Stored data entries:
........

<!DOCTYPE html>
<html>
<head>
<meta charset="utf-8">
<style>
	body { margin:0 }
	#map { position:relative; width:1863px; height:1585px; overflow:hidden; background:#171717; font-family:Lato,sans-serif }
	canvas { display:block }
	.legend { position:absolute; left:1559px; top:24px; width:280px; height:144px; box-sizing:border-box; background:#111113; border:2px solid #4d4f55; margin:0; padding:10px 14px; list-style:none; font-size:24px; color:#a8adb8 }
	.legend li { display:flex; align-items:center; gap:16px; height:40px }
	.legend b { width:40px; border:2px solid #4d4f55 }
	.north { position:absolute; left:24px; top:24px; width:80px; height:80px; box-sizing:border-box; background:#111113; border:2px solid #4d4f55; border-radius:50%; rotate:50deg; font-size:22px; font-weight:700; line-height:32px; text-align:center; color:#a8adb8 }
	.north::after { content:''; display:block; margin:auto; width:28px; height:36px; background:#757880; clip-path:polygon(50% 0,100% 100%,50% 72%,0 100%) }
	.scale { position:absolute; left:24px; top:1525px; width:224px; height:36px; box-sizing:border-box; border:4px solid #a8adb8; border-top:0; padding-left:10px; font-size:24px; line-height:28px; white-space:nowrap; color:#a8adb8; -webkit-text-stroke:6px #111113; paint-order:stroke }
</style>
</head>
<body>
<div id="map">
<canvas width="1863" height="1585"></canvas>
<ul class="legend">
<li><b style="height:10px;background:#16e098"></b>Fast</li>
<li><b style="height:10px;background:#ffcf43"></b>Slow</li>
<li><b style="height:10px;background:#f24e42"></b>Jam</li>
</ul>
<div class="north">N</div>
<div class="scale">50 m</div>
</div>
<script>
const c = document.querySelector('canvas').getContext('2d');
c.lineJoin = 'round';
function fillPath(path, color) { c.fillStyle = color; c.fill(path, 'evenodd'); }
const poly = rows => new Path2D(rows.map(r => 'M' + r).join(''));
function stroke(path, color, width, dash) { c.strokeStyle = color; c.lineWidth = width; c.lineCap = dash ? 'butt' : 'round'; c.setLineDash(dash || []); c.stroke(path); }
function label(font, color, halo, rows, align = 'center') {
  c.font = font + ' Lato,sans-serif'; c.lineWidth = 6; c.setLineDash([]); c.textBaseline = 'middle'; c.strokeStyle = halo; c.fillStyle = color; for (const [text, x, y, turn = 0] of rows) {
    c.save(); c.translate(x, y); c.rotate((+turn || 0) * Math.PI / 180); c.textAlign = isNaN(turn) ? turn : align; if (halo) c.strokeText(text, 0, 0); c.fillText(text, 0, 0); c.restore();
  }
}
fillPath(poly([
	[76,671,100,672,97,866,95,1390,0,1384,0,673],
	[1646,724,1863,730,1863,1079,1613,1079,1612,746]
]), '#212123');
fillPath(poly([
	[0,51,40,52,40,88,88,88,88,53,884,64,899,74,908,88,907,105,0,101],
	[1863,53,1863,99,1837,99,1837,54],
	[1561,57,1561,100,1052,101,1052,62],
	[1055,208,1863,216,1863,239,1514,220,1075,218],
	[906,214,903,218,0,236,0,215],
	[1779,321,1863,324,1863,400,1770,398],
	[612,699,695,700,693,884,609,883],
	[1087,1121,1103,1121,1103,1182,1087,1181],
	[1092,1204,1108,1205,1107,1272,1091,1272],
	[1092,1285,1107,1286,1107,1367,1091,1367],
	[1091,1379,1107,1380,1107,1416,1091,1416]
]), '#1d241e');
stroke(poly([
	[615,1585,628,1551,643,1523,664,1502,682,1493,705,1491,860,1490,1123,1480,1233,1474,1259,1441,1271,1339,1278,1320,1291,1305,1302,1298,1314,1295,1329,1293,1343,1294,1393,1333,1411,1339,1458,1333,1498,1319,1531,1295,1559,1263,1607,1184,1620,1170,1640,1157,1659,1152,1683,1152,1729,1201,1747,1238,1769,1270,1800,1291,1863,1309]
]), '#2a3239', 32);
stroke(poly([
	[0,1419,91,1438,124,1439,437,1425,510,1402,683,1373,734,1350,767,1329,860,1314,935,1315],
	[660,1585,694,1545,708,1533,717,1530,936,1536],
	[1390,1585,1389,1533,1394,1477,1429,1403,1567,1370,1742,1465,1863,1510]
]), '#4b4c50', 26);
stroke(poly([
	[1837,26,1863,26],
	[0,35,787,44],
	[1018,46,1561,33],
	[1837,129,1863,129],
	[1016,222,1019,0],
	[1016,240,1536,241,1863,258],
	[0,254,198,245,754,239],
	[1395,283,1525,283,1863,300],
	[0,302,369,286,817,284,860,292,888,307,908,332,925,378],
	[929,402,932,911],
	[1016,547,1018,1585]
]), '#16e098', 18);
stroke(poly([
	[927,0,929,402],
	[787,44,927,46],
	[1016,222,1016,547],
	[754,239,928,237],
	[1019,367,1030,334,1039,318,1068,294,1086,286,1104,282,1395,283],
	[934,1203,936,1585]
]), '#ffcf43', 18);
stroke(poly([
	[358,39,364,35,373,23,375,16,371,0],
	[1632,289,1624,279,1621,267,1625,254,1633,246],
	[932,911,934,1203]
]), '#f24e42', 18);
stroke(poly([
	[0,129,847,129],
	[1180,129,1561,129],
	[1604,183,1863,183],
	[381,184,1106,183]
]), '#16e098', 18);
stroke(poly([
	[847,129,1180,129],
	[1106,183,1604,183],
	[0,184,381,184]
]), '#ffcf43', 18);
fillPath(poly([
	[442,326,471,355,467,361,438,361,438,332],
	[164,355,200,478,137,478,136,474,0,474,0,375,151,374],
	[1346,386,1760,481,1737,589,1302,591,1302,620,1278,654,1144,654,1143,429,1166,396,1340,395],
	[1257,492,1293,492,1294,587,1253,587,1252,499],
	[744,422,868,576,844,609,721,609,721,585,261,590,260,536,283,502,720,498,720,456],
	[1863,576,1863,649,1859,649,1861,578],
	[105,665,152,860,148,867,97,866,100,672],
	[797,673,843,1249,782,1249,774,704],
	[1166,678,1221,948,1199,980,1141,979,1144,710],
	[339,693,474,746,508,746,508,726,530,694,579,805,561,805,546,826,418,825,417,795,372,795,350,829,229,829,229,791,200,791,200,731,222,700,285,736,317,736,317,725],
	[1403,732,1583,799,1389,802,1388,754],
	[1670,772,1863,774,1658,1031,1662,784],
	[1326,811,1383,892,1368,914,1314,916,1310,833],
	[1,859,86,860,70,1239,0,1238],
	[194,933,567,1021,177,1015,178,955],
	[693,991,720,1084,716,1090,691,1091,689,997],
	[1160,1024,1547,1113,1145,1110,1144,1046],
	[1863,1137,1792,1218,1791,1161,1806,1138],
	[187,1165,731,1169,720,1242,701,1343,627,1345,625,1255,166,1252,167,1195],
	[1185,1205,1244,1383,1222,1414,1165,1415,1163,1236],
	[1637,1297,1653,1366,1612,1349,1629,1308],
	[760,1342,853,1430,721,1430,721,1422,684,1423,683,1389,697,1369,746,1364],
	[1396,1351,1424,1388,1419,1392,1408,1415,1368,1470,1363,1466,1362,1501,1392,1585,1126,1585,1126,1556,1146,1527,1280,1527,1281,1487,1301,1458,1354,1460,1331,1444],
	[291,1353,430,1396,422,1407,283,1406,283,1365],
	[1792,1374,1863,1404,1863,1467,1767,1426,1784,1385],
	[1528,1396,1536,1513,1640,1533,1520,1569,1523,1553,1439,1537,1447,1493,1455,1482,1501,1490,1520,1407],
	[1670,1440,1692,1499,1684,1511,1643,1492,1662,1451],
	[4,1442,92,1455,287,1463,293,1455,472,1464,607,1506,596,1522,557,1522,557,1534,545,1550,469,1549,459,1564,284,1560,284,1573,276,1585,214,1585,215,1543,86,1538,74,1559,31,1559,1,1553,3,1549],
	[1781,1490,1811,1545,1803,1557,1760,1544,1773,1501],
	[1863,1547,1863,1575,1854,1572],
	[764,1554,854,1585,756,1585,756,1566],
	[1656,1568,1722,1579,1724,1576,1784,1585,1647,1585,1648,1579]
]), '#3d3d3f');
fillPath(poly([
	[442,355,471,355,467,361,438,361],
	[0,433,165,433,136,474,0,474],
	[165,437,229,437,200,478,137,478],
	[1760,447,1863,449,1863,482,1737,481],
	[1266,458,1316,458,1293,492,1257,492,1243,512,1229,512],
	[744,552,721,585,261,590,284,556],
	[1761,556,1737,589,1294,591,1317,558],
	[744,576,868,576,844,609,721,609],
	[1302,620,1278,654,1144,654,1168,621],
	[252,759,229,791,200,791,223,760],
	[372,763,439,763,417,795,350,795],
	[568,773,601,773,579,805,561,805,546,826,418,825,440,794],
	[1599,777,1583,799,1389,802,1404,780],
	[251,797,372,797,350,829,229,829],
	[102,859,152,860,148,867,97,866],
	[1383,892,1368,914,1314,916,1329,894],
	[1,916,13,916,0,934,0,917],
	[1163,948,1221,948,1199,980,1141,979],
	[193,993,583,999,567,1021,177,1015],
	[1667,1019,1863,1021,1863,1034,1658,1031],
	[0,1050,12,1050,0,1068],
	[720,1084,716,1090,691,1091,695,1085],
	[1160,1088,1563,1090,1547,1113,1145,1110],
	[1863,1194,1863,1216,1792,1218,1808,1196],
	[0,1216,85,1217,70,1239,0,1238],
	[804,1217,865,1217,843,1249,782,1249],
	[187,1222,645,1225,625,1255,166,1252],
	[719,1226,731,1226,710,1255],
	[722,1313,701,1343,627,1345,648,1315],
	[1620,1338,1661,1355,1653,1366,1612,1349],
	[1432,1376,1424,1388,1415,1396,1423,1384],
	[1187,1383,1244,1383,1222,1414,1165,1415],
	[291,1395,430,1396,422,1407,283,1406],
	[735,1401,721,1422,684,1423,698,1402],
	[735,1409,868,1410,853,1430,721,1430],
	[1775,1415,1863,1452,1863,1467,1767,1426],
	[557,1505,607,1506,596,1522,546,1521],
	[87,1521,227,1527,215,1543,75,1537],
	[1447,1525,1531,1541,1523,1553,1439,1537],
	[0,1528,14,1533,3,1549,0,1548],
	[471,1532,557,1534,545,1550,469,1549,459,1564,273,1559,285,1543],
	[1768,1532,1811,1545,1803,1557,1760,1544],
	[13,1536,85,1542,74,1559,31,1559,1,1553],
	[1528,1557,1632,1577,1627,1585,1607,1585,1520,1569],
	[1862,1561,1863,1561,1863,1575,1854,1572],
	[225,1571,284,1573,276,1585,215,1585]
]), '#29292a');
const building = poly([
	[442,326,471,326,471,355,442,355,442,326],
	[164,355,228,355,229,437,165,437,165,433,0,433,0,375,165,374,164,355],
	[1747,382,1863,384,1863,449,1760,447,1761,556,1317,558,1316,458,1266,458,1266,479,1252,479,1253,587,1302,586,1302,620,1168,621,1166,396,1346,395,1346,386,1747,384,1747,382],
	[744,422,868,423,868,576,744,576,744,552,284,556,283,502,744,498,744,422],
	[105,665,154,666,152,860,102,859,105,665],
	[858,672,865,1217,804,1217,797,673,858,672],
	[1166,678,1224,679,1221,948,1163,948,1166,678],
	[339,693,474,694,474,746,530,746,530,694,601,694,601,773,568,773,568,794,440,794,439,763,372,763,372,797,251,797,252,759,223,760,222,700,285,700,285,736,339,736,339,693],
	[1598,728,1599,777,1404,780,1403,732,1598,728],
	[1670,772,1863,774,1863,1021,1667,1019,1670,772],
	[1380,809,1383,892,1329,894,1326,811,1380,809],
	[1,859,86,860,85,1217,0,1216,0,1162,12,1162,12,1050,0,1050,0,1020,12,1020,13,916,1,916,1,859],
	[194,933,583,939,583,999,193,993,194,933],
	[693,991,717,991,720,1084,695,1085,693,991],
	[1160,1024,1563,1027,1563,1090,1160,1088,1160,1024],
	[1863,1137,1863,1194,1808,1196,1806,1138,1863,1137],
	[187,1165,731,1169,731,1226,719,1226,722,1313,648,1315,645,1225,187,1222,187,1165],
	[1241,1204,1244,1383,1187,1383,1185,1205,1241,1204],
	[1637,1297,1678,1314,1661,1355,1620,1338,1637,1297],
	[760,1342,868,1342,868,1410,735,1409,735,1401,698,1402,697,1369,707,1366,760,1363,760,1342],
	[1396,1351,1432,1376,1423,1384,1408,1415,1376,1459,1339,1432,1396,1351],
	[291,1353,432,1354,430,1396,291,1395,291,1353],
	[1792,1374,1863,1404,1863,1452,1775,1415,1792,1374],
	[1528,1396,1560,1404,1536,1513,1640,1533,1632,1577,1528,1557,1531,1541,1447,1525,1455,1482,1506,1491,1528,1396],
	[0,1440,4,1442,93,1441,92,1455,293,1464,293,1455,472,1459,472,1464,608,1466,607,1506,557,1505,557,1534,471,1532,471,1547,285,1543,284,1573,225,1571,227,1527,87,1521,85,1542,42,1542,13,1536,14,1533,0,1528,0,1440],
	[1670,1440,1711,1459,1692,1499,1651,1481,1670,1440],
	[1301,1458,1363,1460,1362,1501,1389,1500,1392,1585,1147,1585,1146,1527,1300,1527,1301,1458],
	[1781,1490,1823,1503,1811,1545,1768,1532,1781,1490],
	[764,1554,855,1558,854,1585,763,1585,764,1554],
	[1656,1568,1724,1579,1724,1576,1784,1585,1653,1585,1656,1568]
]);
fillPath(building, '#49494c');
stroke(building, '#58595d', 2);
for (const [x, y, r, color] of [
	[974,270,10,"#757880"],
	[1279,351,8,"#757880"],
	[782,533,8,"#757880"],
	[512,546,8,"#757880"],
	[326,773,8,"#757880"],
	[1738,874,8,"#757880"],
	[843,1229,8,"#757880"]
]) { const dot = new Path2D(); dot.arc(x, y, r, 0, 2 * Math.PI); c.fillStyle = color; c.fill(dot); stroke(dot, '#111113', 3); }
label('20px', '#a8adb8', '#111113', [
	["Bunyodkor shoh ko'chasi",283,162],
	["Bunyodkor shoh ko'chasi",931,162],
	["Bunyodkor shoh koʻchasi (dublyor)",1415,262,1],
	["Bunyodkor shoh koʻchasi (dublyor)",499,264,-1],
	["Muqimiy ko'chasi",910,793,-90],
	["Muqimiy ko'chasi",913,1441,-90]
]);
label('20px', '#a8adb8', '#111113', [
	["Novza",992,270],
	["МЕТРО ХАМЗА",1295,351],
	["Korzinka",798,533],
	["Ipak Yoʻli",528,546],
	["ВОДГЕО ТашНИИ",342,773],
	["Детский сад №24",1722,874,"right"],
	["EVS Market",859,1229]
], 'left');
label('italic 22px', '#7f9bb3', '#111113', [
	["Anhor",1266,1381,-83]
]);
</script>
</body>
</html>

........

- _INSTRUCTIONS TO FOLLOW_
Every line above that holds the string "turn" should be copied into the answer.

- _ANSWER TO THIS PROBLEM_
  c.font = font + ' Lato,sans-serif'; c.lineWidth = 6; c.setLineDash([]); c.textBaseline = 'middle'; c.strokeStyle = halo; c.fillStyle = color; for (const [text, x, y, turn = 0] of rows) {
    c.save(); c.translate(x, y); c.rotate((+turn || 0) * Math.PI / 180); c.textAlign = isNaN(turn) ? turn : align; if (halo) c.strokeText(text, 0, 0); c.fillText(text, 0, 0); c.restore();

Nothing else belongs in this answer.